Answer with a single number, the count of lines in the material below that contain the word "shadow".

________________________________________

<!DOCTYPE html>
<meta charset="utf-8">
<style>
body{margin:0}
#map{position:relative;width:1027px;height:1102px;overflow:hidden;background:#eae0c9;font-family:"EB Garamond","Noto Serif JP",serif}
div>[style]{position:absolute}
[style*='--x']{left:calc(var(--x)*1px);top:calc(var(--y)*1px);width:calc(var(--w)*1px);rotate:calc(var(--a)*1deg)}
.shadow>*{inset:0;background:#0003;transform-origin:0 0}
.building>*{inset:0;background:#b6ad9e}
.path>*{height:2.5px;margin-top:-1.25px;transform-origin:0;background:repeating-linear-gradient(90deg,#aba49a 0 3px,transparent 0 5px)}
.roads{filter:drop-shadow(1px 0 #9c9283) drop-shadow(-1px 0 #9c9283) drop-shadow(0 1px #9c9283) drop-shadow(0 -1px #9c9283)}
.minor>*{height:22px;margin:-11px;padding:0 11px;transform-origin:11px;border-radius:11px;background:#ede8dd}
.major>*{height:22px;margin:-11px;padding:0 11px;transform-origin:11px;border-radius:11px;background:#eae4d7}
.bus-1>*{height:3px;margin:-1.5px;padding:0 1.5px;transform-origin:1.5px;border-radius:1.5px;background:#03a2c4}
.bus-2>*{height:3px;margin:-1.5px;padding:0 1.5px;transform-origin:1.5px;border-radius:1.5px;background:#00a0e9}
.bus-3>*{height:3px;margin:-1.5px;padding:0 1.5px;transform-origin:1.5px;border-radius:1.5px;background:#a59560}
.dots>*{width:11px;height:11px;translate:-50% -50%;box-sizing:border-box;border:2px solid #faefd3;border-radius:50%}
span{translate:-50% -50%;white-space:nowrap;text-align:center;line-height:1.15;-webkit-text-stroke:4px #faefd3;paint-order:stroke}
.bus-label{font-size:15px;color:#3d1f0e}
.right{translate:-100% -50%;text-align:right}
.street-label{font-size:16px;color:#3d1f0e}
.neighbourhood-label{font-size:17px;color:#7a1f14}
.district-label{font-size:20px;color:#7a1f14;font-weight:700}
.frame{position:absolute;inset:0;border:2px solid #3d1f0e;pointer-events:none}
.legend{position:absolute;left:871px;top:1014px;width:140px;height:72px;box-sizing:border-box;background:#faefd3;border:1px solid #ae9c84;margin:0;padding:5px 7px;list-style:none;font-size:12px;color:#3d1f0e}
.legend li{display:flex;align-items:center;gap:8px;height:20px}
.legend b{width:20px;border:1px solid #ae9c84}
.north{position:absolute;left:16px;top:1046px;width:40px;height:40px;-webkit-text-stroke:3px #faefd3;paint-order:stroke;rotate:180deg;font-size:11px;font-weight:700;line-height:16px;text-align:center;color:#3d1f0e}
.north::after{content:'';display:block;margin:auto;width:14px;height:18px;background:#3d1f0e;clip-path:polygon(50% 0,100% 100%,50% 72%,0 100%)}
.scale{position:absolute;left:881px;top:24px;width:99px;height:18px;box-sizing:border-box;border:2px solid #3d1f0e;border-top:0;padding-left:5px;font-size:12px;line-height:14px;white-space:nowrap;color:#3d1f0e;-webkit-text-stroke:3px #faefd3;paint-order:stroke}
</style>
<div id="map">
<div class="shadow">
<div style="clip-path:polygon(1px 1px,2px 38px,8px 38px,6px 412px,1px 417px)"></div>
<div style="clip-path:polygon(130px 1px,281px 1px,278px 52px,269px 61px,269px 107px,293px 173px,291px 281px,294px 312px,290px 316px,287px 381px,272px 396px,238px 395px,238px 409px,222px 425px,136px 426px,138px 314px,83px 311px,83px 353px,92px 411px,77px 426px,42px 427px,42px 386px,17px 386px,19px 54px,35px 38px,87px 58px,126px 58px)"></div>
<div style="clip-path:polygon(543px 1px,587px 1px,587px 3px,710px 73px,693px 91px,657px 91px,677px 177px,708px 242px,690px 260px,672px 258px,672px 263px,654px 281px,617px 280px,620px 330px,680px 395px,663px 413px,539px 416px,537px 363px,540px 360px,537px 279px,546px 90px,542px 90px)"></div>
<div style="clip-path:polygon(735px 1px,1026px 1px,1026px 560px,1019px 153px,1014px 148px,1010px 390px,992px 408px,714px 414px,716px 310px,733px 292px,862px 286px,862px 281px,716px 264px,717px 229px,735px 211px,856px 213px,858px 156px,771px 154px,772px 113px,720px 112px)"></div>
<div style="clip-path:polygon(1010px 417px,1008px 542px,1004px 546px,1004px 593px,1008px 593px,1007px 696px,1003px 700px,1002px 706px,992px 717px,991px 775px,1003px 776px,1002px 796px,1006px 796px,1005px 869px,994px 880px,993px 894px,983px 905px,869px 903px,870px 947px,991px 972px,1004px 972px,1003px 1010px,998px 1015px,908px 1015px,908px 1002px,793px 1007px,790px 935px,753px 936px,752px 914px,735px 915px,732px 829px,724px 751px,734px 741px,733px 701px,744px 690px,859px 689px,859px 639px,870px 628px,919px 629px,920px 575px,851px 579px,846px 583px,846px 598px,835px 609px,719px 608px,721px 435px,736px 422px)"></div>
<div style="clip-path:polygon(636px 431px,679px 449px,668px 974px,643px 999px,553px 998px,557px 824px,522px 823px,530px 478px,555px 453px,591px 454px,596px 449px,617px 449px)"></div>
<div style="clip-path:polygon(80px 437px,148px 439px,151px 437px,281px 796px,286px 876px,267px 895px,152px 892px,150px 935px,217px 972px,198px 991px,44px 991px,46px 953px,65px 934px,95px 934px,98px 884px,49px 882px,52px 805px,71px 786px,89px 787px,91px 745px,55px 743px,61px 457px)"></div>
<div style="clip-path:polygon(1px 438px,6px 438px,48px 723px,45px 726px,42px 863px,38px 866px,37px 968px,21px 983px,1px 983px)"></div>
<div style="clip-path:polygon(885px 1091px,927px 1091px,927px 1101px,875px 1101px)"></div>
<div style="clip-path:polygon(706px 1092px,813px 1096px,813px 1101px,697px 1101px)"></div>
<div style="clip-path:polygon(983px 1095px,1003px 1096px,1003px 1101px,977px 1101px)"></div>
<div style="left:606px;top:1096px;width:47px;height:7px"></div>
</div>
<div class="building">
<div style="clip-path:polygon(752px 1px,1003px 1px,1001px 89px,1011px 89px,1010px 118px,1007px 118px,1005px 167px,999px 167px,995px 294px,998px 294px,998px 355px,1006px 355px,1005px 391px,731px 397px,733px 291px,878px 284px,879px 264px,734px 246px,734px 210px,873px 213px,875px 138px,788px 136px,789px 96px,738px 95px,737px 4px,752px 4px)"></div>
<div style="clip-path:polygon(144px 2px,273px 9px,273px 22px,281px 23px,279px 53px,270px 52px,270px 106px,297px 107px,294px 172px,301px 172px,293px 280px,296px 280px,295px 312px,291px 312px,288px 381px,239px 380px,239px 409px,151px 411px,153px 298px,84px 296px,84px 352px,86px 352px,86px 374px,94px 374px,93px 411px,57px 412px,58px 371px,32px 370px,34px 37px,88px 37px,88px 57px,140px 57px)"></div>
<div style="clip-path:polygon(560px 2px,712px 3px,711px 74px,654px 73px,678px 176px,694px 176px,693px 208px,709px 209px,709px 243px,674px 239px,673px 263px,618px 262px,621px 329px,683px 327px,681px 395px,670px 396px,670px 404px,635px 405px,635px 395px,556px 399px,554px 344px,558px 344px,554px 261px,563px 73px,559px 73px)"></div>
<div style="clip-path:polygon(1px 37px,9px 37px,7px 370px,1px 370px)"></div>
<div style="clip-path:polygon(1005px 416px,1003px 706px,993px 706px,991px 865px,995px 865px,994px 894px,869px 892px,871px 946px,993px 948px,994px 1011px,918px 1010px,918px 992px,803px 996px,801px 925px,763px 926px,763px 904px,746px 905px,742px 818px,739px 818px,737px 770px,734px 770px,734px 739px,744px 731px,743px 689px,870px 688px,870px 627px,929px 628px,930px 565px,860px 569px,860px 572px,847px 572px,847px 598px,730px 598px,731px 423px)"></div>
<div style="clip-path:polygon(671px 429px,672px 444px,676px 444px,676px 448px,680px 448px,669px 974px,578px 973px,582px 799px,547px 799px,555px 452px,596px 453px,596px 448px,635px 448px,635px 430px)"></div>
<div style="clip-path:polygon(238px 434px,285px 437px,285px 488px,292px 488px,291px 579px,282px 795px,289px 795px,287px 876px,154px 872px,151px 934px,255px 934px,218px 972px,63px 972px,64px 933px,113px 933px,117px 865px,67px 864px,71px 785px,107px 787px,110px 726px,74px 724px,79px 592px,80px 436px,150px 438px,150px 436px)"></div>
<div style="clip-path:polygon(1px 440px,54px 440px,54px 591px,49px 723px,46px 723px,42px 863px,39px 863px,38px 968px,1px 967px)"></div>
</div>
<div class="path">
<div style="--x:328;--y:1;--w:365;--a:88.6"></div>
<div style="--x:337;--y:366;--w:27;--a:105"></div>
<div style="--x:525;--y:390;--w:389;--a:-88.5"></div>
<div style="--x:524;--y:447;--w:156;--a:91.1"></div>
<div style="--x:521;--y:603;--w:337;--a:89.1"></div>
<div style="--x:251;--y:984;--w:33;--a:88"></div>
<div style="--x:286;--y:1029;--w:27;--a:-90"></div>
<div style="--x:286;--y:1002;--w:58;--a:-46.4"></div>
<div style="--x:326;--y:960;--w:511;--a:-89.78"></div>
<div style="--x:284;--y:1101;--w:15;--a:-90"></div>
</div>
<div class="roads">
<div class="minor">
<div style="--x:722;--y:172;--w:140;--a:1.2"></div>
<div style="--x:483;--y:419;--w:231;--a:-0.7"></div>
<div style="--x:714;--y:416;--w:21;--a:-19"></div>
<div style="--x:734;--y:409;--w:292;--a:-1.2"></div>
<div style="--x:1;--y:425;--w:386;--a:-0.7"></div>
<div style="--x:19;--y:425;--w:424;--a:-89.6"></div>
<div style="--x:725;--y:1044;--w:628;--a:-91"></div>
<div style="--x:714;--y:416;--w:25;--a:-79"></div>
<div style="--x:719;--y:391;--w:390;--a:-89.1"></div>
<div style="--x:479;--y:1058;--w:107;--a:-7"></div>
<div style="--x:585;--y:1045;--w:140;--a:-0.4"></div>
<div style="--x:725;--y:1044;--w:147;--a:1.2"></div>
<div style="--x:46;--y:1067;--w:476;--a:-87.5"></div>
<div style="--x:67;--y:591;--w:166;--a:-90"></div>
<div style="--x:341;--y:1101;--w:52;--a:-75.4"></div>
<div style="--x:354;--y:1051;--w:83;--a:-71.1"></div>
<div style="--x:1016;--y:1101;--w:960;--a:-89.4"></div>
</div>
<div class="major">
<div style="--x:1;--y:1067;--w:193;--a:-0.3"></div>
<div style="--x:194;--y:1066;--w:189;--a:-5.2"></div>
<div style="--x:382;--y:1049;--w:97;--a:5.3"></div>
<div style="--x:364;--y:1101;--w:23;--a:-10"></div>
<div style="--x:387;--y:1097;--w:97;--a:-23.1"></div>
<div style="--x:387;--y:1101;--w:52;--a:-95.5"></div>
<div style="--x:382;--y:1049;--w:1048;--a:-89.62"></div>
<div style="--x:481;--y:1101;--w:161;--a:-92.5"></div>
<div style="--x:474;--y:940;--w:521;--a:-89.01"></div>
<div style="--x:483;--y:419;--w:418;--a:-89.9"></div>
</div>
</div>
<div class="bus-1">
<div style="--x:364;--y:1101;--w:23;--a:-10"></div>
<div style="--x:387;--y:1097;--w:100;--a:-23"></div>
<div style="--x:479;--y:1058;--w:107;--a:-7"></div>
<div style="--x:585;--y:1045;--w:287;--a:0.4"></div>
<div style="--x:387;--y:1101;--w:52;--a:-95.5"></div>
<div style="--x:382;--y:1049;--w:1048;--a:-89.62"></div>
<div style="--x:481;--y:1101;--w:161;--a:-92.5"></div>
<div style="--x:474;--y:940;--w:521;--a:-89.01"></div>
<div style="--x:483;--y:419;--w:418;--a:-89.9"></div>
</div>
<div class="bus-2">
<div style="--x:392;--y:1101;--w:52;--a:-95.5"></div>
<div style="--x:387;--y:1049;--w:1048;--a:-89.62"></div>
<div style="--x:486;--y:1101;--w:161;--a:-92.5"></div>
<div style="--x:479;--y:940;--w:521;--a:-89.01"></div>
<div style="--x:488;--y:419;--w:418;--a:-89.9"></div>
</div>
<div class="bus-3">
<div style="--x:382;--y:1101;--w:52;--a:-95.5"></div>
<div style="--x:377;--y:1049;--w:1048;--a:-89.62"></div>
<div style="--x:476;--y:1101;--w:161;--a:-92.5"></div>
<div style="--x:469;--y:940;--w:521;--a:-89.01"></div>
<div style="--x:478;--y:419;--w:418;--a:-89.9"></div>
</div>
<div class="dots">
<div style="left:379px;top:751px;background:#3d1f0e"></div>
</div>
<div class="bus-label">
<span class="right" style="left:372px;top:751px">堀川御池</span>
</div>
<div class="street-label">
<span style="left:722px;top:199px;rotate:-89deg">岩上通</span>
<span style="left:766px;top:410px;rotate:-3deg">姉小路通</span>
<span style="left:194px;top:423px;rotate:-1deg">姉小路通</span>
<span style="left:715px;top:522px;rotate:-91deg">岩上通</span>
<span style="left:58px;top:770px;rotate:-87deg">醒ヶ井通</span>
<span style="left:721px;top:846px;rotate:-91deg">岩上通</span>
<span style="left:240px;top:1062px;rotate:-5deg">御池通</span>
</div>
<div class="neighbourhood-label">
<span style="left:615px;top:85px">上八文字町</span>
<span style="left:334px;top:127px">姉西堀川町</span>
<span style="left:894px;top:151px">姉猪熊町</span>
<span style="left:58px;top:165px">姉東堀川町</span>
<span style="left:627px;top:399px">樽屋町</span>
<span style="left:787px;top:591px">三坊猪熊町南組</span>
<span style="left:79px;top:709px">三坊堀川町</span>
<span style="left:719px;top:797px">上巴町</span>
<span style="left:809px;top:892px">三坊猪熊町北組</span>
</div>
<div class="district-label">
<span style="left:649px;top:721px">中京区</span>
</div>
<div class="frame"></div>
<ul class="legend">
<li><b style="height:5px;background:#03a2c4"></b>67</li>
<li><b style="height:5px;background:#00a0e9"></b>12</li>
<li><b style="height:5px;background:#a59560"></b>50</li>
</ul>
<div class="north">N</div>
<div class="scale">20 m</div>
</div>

________________________________________

→ **Written reply**: 3